--- WORKING DATA ---

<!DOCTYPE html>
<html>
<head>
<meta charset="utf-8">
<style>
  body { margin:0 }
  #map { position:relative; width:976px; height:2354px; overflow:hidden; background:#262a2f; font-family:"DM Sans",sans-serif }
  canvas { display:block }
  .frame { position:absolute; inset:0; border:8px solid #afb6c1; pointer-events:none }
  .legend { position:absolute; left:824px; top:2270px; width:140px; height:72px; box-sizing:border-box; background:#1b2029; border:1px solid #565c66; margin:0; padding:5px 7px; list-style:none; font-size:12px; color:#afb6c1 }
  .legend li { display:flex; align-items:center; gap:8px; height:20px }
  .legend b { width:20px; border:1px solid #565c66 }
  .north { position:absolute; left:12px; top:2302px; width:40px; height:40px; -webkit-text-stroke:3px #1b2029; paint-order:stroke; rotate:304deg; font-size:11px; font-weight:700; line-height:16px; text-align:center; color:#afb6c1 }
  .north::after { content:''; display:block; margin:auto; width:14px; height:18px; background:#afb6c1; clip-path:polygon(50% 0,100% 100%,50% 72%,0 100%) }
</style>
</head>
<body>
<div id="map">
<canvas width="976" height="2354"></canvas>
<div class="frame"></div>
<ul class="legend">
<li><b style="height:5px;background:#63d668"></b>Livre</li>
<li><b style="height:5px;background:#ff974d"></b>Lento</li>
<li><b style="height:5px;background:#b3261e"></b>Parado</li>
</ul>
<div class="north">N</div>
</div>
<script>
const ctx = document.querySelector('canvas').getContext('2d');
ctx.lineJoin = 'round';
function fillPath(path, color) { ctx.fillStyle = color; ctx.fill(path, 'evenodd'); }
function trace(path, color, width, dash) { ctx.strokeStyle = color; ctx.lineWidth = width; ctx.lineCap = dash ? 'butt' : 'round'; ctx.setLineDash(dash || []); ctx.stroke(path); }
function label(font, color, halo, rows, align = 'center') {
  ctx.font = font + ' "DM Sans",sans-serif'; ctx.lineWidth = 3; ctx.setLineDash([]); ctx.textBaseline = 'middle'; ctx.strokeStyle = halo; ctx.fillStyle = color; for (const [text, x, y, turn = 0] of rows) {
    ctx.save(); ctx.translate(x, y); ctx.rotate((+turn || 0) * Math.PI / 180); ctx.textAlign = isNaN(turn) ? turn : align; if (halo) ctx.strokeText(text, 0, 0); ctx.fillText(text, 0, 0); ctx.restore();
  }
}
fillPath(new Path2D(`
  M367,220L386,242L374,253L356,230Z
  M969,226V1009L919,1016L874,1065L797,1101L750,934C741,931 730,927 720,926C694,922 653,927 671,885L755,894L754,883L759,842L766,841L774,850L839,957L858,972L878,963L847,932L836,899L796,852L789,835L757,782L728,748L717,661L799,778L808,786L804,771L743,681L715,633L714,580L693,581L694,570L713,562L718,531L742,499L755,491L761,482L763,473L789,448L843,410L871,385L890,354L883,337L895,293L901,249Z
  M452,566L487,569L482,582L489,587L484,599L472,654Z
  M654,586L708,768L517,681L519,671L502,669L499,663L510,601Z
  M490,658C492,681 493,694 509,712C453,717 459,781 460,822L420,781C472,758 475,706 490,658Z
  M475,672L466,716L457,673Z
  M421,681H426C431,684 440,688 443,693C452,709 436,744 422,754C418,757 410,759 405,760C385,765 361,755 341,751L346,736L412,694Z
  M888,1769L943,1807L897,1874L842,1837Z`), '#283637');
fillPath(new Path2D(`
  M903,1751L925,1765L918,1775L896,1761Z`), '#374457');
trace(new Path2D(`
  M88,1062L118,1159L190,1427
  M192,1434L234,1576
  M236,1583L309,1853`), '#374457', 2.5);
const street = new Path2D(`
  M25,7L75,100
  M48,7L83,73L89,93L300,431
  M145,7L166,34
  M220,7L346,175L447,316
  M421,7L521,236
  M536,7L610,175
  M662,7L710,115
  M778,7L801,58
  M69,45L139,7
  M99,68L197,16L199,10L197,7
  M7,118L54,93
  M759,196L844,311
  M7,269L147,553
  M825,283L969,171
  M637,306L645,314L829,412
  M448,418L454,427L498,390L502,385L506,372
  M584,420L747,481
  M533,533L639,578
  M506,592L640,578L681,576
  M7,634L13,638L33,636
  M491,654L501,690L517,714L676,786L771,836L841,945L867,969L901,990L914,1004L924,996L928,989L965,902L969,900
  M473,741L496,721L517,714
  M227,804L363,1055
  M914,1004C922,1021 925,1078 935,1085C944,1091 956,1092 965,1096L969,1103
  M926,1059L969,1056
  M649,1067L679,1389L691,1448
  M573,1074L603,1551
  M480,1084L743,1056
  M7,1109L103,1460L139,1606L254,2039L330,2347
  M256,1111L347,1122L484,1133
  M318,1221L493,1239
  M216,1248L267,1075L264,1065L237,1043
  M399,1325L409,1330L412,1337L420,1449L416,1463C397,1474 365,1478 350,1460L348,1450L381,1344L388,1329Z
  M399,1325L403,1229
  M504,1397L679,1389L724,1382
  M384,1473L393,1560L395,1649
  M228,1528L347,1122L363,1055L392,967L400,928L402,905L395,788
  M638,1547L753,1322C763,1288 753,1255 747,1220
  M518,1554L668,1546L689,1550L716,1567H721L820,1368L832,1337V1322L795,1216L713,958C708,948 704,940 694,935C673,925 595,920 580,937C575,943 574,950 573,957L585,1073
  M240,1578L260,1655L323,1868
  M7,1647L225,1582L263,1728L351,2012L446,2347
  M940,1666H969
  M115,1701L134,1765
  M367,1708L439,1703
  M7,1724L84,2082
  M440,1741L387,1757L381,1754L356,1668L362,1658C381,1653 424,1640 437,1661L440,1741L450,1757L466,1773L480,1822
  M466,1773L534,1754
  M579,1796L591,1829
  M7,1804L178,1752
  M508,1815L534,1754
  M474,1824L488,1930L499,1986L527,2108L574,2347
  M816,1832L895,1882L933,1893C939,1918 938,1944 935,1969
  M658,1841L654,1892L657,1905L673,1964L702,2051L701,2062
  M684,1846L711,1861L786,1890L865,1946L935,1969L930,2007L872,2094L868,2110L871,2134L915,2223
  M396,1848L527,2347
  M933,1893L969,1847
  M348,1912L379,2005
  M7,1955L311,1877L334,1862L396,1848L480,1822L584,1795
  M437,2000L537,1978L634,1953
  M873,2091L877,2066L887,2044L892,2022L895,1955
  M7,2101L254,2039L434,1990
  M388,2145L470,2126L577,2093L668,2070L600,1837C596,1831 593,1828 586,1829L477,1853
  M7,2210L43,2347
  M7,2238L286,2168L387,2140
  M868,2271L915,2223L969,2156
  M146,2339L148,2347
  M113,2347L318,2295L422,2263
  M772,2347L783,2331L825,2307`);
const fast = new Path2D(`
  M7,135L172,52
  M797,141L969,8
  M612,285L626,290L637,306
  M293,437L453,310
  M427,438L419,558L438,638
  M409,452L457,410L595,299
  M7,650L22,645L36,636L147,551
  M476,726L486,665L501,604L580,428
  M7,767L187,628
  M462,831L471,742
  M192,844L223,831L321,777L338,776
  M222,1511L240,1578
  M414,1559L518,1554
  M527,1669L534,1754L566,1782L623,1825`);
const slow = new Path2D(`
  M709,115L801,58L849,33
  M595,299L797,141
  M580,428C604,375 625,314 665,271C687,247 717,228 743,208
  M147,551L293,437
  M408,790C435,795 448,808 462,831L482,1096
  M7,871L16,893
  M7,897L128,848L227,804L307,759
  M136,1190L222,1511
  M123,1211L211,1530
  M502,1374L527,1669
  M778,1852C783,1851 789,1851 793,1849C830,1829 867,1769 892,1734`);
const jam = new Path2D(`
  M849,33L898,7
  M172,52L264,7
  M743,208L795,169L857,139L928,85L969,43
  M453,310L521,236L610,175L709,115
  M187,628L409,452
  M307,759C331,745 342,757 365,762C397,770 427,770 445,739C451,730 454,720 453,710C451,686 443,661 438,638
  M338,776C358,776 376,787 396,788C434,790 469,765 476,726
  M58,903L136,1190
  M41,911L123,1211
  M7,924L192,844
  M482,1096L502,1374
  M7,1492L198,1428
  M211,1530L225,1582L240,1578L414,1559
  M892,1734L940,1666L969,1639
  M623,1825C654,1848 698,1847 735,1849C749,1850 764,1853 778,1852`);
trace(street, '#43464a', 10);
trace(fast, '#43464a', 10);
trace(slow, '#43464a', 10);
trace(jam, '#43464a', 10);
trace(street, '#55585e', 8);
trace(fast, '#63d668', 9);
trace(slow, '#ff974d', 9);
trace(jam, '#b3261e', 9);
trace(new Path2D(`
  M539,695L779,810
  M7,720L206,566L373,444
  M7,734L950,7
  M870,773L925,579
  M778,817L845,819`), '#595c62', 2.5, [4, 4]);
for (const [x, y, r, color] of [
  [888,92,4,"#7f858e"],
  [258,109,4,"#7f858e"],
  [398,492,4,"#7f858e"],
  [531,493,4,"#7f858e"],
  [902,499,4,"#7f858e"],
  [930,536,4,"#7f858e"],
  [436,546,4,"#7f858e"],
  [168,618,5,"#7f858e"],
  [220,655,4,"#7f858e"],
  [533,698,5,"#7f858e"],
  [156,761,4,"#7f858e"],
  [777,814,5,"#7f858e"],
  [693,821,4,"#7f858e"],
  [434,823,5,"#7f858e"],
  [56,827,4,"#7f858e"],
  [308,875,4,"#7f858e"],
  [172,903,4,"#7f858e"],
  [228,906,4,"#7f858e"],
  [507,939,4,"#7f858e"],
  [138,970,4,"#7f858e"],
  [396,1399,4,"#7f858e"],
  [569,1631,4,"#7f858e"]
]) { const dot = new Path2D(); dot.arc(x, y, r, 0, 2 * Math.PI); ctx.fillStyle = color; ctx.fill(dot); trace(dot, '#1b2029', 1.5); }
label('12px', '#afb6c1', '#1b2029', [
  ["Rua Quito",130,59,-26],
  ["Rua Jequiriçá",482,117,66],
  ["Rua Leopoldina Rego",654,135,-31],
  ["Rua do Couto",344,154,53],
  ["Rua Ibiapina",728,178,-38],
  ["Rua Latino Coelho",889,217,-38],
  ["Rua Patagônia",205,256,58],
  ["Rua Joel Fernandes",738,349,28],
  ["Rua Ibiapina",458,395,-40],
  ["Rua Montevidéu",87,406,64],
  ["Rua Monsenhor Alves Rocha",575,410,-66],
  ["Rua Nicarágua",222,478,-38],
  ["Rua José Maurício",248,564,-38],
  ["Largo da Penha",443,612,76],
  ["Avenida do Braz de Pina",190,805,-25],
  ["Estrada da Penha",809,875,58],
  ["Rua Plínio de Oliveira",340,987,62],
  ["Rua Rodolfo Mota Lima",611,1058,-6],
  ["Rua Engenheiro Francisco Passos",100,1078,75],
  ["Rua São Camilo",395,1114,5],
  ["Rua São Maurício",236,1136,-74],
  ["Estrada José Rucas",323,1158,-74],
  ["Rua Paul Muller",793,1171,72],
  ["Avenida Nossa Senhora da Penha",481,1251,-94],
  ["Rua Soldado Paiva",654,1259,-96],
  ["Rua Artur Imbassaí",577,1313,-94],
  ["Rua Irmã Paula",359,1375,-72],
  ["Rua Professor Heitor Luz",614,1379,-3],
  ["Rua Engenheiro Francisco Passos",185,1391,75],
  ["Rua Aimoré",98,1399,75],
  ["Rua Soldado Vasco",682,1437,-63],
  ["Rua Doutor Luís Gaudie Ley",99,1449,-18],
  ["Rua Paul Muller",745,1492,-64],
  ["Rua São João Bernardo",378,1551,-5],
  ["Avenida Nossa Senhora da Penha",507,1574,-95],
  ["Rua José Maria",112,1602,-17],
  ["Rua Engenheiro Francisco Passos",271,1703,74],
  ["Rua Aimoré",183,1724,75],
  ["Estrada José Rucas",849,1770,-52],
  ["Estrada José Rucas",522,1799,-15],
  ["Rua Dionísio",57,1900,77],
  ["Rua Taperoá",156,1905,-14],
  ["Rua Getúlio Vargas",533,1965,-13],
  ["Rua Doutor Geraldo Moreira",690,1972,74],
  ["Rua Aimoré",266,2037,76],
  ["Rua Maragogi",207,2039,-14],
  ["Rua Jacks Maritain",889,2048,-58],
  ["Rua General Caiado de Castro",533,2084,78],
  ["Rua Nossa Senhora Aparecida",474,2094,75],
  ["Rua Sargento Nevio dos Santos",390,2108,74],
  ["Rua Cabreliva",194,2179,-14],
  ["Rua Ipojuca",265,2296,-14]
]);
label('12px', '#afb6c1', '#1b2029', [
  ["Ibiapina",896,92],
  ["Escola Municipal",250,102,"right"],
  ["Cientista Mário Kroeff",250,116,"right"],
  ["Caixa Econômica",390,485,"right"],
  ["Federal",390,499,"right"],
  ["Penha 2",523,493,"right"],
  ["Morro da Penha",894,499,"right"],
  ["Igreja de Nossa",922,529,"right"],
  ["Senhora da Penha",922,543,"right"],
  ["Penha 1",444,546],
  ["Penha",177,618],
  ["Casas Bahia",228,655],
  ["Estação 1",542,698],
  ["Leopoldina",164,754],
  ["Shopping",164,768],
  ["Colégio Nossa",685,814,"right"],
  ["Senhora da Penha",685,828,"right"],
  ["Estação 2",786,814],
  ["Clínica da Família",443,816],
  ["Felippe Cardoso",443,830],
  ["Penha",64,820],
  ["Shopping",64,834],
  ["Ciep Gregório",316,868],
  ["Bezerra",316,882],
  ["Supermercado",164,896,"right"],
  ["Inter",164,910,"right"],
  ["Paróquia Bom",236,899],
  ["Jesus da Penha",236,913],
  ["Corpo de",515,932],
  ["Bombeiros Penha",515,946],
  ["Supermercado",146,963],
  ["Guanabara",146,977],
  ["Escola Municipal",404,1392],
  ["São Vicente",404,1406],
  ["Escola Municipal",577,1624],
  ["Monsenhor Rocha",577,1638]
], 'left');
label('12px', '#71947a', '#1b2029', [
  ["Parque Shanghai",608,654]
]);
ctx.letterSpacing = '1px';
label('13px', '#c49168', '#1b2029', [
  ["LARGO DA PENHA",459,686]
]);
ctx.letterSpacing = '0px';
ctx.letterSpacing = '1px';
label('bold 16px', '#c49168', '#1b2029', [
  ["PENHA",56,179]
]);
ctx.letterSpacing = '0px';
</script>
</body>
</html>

---

• _BRIEF_
Go through the entries above and report every line in which the word "function" appears.

• _OUTPUT_
function fillPath(path, color) { ctx.fillStyle = color; ctx.fill(path, 'evenodd'); }
function trace(path, color, width, dash) { ctx.strokeStyle = color; ctx.lineWidth = width; ctx.lineCap = dash ? 'butt' : 'round'; ctx.setLineDash(dash || []); ctx.stroke(path); }
function label(font, color, halo, rows, align = 'center') {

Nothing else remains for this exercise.